Revealing New Opportunities

With today’s scientific landscape looking much different than it was two or three decades ago, Dr. Burley is looking forward to the new opportunities that lay ahead. “My IQB and PDB colleagues and I are currently focused on four areas in the next ten years. First is supporting the continuous growth in the number and complexity of 3D biostructures stored in the PDB archive, which has been doubling in size every 6-8 years. We must preserve and distribute this information as broadly as possible at no charge and with no limitations on usage. Second, we are seeing explosive growth in the number of publicly available CSMs (approaching 1 billion, with the recent release of ~600 million predicted structures of proteins by Meta AI). We must make more of this information accessible alongside PDB structures to maximize its value for the research and education communities.”
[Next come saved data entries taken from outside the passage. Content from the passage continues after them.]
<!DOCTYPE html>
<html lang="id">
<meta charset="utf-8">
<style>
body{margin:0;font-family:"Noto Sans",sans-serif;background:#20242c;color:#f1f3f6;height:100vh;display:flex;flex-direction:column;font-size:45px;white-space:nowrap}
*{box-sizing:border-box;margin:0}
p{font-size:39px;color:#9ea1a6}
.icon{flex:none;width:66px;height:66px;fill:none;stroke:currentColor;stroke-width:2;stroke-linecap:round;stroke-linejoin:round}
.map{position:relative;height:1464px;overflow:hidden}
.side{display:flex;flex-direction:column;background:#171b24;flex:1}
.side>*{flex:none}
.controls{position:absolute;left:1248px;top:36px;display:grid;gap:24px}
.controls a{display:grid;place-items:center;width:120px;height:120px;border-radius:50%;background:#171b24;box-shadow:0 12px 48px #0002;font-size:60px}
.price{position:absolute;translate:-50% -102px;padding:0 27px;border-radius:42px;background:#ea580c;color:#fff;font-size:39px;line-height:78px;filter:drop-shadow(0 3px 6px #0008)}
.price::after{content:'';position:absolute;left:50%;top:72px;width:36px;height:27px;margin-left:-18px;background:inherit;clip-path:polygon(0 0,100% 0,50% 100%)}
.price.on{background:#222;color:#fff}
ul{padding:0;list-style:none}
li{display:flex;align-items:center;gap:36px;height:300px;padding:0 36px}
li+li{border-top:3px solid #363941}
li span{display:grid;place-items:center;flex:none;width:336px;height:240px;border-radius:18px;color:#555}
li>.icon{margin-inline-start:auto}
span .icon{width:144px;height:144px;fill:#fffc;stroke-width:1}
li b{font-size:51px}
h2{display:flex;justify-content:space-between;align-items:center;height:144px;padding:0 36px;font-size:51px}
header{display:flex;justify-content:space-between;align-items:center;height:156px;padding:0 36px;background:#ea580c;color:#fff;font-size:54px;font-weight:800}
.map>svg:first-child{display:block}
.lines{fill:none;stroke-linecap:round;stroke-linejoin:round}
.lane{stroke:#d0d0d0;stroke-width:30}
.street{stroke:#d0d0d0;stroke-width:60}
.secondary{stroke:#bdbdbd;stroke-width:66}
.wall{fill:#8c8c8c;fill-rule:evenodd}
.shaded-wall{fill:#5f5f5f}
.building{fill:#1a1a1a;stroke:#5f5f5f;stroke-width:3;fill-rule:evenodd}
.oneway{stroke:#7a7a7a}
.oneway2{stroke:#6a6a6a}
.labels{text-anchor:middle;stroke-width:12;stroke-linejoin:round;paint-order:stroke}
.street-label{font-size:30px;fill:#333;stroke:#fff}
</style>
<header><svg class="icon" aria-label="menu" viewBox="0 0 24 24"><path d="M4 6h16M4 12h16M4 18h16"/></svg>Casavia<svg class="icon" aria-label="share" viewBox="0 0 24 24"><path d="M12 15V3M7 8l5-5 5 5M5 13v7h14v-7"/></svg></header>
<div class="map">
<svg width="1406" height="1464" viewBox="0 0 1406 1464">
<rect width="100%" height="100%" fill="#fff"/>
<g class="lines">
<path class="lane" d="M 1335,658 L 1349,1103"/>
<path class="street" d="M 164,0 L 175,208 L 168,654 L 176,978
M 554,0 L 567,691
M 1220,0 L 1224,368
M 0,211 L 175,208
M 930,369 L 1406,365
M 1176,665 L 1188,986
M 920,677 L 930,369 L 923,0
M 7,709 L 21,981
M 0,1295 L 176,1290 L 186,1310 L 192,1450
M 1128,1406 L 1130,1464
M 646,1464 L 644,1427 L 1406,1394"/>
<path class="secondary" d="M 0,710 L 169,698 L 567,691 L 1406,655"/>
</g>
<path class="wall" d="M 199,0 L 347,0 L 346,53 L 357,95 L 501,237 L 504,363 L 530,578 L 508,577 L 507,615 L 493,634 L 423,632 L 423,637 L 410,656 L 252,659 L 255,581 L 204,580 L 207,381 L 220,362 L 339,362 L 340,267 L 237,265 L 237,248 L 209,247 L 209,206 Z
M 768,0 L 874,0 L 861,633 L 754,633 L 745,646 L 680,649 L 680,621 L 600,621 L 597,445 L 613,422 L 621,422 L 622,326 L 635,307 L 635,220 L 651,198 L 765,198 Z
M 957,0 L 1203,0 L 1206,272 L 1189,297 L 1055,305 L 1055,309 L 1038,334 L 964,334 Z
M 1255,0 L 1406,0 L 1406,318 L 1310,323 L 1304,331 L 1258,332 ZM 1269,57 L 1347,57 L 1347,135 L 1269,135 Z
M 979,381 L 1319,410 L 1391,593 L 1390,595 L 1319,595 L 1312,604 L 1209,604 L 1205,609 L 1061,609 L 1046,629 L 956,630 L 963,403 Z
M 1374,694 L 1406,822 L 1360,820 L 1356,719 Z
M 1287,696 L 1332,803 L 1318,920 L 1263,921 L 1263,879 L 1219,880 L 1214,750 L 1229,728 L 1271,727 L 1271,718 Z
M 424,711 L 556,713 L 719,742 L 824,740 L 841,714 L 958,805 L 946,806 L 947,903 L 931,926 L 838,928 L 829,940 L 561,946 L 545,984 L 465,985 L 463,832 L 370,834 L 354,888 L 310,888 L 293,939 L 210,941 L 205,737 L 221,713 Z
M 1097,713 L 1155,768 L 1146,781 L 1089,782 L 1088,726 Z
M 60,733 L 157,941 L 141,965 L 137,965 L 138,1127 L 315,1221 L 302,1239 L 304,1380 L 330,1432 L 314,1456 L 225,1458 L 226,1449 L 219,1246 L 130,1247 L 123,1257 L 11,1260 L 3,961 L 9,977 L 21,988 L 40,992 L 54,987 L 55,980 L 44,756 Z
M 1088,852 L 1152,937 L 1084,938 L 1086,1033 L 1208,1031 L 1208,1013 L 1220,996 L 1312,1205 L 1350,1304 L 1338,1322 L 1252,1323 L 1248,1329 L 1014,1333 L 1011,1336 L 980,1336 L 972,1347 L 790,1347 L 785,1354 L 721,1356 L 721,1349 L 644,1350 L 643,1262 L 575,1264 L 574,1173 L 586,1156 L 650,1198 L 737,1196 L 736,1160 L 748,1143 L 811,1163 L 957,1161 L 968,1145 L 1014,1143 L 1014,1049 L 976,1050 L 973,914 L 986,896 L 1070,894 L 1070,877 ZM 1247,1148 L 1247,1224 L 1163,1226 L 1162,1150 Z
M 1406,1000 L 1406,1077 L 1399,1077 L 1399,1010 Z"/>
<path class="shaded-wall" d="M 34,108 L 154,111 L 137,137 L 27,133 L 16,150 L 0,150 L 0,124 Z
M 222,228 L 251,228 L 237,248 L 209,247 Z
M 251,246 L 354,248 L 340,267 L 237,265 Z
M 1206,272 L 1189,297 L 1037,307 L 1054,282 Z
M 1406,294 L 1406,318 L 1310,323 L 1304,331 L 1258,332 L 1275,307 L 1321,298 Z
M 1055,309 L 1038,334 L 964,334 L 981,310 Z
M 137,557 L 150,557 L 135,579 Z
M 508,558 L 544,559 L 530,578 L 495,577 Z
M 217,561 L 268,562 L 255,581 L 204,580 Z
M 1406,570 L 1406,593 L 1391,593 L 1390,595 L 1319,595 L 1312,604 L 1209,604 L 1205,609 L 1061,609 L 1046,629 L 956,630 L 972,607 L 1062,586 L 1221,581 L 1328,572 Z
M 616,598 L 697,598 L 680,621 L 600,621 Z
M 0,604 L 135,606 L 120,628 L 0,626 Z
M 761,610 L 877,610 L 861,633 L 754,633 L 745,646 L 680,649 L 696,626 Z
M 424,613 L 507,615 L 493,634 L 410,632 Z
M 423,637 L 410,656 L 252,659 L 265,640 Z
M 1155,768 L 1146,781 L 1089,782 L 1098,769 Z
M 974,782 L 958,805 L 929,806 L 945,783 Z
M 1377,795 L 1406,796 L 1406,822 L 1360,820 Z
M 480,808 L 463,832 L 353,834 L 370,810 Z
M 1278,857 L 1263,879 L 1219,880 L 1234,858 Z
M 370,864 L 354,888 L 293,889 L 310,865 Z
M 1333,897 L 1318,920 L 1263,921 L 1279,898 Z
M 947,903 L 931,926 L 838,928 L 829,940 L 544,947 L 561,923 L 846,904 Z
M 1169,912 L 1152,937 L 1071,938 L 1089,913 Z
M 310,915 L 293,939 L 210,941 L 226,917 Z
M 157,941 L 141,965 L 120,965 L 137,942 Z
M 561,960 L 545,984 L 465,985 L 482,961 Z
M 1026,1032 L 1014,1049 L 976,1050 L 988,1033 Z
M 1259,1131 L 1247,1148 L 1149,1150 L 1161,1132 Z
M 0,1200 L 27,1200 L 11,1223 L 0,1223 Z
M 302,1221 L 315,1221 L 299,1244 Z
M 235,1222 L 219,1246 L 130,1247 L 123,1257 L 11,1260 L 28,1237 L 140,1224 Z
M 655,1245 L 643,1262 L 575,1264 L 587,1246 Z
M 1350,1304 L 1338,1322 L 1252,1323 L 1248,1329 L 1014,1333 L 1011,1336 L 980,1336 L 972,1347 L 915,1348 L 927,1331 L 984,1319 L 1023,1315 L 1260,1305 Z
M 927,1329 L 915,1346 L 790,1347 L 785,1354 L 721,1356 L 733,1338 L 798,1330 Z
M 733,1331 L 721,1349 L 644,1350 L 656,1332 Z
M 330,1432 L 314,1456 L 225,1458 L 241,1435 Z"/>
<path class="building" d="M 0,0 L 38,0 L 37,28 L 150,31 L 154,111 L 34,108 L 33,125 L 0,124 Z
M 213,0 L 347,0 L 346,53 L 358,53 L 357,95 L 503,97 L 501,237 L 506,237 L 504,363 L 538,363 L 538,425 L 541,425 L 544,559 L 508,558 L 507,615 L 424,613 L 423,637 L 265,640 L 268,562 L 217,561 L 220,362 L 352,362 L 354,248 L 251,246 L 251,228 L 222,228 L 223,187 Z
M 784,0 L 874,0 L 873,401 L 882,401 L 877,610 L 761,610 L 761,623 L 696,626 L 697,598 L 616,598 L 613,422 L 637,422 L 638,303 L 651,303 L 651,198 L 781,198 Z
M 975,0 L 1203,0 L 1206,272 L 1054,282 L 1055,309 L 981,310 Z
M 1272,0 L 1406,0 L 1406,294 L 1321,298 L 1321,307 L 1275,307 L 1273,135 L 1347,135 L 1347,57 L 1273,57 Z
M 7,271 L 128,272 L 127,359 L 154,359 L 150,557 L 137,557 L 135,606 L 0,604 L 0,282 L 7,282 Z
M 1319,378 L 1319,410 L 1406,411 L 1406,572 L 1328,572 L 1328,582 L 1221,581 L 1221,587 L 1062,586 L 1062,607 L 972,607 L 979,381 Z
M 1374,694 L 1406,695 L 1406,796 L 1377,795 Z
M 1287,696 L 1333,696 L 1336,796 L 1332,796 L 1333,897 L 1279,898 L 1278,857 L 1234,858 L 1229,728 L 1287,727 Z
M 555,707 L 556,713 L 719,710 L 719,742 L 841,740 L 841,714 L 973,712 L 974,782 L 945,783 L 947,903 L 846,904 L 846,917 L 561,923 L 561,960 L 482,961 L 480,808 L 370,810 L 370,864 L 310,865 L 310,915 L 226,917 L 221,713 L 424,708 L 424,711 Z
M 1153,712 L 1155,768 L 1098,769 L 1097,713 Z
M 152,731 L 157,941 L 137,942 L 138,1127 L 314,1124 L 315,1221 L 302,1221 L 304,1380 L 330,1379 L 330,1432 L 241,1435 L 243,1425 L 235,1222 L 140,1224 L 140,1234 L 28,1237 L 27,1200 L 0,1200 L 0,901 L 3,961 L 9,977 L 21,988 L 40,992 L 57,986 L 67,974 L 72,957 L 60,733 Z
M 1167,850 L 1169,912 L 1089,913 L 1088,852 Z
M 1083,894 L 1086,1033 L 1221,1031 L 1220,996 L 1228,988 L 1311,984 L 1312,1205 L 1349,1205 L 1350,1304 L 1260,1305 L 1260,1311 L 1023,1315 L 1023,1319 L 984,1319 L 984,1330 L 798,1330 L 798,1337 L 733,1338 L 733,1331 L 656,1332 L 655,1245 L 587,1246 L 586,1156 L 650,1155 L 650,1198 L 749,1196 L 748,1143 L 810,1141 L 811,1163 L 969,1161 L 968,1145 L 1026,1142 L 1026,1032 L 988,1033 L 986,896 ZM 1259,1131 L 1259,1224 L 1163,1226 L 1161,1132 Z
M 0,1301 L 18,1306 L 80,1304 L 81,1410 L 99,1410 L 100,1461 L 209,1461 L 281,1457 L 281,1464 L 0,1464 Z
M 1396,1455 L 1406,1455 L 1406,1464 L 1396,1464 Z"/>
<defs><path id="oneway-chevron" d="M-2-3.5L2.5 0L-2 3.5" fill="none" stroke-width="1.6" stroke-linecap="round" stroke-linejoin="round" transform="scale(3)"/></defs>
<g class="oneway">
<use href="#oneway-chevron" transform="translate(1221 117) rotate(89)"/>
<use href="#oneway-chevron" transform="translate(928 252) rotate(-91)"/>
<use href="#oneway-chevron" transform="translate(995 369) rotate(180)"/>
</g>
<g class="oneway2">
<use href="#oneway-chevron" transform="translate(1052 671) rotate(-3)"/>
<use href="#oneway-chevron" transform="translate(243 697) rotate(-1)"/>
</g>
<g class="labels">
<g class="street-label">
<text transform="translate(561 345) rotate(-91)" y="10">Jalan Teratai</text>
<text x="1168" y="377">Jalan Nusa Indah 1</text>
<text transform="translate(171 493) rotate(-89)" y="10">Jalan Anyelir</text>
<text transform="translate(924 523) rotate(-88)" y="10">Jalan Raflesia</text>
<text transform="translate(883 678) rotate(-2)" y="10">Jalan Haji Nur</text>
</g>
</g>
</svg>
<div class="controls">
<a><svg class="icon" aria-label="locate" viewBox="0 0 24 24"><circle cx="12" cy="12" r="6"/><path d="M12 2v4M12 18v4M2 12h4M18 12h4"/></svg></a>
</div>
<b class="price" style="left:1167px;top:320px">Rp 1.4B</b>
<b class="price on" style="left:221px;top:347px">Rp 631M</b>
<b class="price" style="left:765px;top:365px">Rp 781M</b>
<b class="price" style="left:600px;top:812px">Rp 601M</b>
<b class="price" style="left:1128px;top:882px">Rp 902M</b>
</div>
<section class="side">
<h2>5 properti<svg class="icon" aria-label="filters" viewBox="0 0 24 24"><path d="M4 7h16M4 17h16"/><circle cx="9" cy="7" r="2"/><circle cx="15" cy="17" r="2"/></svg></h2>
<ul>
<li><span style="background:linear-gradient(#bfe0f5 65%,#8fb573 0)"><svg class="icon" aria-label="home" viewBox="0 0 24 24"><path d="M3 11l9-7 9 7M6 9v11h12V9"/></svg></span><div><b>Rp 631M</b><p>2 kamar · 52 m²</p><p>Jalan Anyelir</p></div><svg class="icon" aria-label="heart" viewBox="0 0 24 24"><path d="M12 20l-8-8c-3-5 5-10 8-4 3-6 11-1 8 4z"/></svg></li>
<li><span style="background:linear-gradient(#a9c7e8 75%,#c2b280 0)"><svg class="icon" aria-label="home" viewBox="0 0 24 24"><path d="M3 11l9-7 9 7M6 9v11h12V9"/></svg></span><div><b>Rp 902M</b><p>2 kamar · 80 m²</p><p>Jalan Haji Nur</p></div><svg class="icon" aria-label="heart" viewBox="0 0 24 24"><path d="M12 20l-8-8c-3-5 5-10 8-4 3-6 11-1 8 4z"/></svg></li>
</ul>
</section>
Dr. Burley continues, “With the rapid growth in the number and diversity of RCSB.org users, coming from across fundamental biology, biomedicine, energy sciences, bioengineering, computer science, statistics, chemistry, physics, and mathematics, we must also understand and continue to augment the utility of the RCSB.org web portal to meet the needs of these communities. Finally, we must ensure that the Rutgers IQB and PDB (via RCSB.org and PDB101.RCSB.org) have the broadest possible societal impact by creating opportunities to engage and foster the careers of under-represented minority students, educators, and researchers. I view all challenges as opportunities. Experimental structural biology has a very bright future; helping to enable further breakthroughs in basic and applied research and education.”